Well I think I discovered a new use for it. I was doing that method I just talked about, where I was filling it out, but I didn't get any matches. However, I had a 2AC option at bottom of a row (I am was doing Super Sudoku when I found this method), I was doing one of those option 1 or 2, and when I filled it out on separate paper, that 2AC box, had "2" for option 1, and "2A" for option 2.

I didn't solve it, but I realized that either way it can't be C! I don't know what method this is called, and I am sure this is a real thing, because I started doing the method in other hard sudkous and it always worked. I have a question about it.

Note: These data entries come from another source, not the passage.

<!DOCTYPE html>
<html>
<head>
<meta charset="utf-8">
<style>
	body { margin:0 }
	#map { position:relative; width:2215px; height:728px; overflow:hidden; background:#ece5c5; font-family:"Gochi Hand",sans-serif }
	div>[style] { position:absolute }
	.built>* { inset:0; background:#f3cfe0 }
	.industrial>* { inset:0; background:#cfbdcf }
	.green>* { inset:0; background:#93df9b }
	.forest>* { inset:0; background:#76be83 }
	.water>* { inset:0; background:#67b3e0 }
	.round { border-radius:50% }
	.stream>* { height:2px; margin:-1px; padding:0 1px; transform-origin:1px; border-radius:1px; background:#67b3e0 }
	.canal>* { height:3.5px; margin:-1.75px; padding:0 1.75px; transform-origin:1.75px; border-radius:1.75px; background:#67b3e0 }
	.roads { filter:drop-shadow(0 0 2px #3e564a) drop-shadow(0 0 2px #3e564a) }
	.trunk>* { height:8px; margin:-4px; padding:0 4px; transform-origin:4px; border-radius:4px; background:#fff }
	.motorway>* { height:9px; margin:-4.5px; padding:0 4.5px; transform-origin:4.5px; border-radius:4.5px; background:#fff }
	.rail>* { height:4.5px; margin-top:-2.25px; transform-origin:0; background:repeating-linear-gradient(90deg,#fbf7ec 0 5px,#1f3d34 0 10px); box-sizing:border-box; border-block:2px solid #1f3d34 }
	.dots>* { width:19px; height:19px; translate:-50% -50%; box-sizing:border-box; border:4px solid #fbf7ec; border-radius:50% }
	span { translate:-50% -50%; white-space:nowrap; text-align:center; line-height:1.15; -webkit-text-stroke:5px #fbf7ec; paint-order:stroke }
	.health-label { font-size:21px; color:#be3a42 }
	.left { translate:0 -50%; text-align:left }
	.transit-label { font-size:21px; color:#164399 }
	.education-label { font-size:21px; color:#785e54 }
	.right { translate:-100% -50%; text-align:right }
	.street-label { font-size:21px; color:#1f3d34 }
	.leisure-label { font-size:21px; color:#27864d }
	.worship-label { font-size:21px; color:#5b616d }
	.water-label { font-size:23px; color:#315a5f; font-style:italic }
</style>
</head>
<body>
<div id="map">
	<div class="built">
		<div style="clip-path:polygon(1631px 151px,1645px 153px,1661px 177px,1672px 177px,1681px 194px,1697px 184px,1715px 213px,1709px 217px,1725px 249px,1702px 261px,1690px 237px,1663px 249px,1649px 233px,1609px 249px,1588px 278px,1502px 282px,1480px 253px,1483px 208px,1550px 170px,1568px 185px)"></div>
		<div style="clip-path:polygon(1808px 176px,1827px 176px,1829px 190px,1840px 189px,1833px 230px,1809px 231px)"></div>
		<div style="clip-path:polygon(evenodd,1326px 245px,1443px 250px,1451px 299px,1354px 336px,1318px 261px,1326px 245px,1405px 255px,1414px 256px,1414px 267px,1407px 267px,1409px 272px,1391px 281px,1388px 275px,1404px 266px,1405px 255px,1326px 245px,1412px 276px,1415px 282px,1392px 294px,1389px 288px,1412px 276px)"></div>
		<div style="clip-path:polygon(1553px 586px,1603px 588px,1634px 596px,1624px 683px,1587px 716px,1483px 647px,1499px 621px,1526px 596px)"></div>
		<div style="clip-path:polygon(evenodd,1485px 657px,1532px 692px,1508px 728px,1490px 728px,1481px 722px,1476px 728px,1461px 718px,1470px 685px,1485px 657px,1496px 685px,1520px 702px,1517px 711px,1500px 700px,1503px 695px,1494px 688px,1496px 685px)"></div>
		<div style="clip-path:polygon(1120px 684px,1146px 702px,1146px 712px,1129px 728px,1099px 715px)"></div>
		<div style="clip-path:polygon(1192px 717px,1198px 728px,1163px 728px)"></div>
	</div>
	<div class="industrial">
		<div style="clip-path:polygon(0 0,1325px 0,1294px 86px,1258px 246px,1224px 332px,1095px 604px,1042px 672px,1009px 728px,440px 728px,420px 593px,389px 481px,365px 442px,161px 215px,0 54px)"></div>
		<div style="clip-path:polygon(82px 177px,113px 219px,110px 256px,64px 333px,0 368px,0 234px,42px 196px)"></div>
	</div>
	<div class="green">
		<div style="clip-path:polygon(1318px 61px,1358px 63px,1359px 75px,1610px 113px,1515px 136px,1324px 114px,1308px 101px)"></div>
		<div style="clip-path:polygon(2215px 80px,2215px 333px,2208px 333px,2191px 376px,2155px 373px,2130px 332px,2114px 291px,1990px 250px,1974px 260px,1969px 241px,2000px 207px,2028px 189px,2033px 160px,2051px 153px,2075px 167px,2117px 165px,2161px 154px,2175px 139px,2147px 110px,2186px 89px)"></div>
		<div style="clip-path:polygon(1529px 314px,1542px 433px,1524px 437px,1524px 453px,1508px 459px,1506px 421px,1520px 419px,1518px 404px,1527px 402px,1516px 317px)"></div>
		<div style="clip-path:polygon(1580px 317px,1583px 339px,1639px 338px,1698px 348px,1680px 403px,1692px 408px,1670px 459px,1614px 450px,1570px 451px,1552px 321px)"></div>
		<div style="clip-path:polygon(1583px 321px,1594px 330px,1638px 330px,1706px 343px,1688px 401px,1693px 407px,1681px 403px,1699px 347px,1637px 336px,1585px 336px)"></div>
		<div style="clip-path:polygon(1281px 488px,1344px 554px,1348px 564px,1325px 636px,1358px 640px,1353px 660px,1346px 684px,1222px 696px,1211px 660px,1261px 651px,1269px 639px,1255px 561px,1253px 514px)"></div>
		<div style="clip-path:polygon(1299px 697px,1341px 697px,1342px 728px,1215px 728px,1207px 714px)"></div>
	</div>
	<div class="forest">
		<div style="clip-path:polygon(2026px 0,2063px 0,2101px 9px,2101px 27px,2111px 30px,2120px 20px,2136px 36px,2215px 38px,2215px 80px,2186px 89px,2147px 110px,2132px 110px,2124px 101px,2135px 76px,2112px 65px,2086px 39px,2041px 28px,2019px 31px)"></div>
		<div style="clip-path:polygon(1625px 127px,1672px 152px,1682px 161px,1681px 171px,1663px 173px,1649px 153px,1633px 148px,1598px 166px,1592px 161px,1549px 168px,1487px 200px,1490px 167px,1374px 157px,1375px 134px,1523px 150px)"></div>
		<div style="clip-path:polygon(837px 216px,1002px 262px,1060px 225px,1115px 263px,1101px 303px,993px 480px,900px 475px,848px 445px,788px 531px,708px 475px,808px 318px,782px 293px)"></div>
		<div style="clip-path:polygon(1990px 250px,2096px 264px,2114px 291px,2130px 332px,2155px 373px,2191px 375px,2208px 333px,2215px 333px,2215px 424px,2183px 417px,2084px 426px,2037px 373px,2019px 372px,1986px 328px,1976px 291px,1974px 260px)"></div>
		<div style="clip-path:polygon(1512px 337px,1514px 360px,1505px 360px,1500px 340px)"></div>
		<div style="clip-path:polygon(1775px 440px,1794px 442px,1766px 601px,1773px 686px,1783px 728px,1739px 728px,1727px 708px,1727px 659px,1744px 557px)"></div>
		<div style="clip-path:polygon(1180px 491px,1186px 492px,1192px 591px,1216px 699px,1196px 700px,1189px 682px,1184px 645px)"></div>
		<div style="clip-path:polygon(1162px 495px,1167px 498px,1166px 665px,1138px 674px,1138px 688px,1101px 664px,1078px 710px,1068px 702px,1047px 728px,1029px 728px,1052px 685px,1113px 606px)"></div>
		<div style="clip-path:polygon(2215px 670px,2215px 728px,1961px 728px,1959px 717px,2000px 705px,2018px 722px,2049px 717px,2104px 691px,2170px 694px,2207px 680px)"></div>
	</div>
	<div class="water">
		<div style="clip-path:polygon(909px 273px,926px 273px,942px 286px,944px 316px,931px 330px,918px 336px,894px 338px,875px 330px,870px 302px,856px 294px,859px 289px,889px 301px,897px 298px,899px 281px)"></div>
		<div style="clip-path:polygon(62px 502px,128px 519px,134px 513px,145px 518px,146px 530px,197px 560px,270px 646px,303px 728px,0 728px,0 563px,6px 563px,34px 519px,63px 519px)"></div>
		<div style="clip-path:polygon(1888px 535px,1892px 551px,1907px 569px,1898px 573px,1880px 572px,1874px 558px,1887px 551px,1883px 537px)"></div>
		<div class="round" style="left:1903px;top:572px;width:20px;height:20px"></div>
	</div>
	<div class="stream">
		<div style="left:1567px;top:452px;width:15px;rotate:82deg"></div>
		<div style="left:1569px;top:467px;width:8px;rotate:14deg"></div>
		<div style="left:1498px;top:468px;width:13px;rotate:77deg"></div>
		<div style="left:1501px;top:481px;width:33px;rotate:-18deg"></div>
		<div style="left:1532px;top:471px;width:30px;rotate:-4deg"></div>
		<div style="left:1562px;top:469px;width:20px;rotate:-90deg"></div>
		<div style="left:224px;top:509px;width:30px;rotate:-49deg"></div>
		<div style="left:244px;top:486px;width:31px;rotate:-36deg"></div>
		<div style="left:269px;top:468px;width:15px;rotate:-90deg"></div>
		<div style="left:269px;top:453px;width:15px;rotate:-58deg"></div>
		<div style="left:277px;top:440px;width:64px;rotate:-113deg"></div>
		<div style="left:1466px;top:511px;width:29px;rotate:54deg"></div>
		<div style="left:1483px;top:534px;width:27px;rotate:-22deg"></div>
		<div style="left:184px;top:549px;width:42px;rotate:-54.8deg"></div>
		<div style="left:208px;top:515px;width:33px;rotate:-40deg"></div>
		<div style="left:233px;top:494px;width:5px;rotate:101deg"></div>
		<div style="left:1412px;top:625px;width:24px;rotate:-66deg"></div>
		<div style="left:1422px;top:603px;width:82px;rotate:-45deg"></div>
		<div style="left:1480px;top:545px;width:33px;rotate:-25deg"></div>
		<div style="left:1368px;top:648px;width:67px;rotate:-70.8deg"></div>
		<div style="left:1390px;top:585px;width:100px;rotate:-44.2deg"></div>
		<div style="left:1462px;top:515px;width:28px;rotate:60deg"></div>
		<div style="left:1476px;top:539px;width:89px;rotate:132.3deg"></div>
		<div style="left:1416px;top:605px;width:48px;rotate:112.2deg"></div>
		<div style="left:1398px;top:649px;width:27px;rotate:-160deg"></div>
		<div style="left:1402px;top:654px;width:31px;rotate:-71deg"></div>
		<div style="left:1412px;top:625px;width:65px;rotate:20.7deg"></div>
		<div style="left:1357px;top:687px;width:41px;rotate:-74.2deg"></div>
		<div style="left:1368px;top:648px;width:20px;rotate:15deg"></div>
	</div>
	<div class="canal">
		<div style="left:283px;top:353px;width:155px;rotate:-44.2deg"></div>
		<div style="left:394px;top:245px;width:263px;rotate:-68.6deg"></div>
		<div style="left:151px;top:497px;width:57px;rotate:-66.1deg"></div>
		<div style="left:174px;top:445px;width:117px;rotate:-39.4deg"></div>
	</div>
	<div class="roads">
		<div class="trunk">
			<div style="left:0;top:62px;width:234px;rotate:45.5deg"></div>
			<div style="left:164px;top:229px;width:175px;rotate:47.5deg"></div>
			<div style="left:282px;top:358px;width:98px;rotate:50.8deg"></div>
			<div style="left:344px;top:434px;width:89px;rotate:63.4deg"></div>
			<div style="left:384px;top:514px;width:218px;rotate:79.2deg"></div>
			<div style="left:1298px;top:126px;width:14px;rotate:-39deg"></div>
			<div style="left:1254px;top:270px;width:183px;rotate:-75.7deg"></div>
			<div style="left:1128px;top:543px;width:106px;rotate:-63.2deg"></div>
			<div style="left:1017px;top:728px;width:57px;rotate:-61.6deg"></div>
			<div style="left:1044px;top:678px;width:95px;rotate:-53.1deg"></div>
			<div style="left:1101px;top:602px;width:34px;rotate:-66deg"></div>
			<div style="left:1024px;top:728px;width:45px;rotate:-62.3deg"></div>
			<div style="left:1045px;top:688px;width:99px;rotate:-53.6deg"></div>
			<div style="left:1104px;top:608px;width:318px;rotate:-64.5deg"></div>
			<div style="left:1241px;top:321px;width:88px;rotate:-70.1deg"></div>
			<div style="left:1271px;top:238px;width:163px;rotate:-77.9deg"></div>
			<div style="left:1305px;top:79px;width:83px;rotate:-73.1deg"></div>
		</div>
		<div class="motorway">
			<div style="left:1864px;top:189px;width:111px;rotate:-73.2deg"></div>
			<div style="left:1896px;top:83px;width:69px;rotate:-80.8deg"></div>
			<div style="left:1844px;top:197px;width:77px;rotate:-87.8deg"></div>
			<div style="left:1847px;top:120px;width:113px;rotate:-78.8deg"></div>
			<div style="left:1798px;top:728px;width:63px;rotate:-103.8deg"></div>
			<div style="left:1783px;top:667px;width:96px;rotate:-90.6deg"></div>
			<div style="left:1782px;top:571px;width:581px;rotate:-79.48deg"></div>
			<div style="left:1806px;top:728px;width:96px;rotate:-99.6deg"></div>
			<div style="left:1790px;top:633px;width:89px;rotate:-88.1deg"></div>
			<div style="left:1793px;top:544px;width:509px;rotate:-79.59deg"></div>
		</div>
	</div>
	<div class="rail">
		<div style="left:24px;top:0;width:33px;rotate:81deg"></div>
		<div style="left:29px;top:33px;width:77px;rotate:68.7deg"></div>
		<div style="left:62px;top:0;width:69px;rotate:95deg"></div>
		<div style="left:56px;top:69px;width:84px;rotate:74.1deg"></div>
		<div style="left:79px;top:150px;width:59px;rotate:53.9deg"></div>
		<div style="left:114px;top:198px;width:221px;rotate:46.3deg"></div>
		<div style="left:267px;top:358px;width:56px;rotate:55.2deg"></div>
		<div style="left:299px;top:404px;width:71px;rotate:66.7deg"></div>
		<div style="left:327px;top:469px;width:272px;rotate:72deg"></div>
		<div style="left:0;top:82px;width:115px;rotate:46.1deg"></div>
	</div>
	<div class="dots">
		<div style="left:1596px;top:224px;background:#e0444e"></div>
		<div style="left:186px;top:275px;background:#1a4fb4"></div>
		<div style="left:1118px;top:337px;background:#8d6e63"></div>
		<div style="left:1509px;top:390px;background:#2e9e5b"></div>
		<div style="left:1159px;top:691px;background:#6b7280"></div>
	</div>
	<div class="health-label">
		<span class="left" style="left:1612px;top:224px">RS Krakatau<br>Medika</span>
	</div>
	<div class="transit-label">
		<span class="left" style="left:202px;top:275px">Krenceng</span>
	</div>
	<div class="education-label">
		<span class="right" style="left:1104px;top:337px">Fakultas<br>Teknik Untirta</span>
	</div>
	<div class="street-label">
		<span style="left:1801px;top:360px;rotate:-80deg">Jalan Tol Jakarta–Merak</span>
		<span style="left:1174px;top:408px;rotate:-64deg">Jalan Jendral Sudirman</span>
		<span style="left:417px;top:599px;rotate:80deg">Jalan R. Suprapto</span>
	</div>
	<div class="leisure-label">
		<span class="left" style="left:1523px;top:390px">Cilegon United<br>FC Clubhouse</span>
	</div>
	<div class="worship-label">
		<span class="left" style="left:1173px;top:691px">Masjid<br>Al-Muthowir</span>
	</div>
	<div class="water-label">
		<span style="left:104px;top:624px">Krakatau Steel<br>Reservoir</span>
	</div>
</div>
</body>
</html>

1-What are these methods called? Because I have done like dozen of these, and seriously every time I get something like 2A or A for a 2AC box, like mentioned above, and I can always cross out the C. But I have a big question about this. In this same type of example, 100% of the time (as far as I have noticed since using it) the final answer always ends up being "A", aka the answer ends up being the one that is in the box for both option 1 and option 2. Like in another sudoku, I had a 3AB box, where I use my elimination from another box and either way this 3AB box ends up being 3 or 3B, which of course I can cross out A, but the final answer is 3, just like 2 was the answer for 2 or 2A.

However, I know this can be complete coincidence, but I am hoping this is a method, especially that one I just mentioned, I just haven't came across a sudoku where that didn't work. Like I have yet come across a box that is either 9 or 92, and it ends up being 2. It is always 9. I might come across one, but I am thinking this is a method.

Looking at a technique page online, the method I call "elimination", is called "forcing chains" according to another website. I am just wondering if the other uses of the method are called something different or just something you can do as part of it, but I am very interested if my theory of 92 or 2, theory is right, where the answer will always be the one that is on both option 1 and option 2.
RyanStorm

Posts: 32
Joined: 04 May 2014

### Re: Other use for "elimination" method

RyanStorm,

it would be nice, if you would come with an example (or you have to define, what you are talking about), so i can only guess, what you mean.

I suppose, with a box you mean, what we call a cell here (boxes for us are the 3x3 subgrids).
And what you call "answers" or "options", is probably, what we call candidates.

So if i understood it right, yes, i would call your methods (bivalue) cell forcing chains, as Sudoku Explainer uses them. However there are also some different definitions for forcing chains, e.g. the one in sudopedia seems to want a common number as outcome, and no common elimination. So in the sudopedia definitions probably "nice loop" is the equivalent technique - and in this forum (simple) AIC's (invaded from the Eureka forum). But though both are logically equivalent, they additionally have a strong emphasis on their notations.

Of course you are right, that if both "answers" imply, that another "box" does not contain an "option", you can eliminate it.

[Edit:]
At a second glance, it very depends on, what you are doing in your extra sheets, if the above techniques are equivalent.
If you don't follow a single chain from the choosen answer (A => B => C...), but solve them like having another puzzle, the equivalent would be a forcing net, or dynamic forcing chain (Sudoku Explainer), and would be hard to notate as nice loop or AIC.
You also have to think of situations like, that the chosen answer leads to a contradiction (contradiction chain) or the solution (what now ?).
So, as said, an example would help.
eleven

Posts: 1534
Joined: 10 February 2008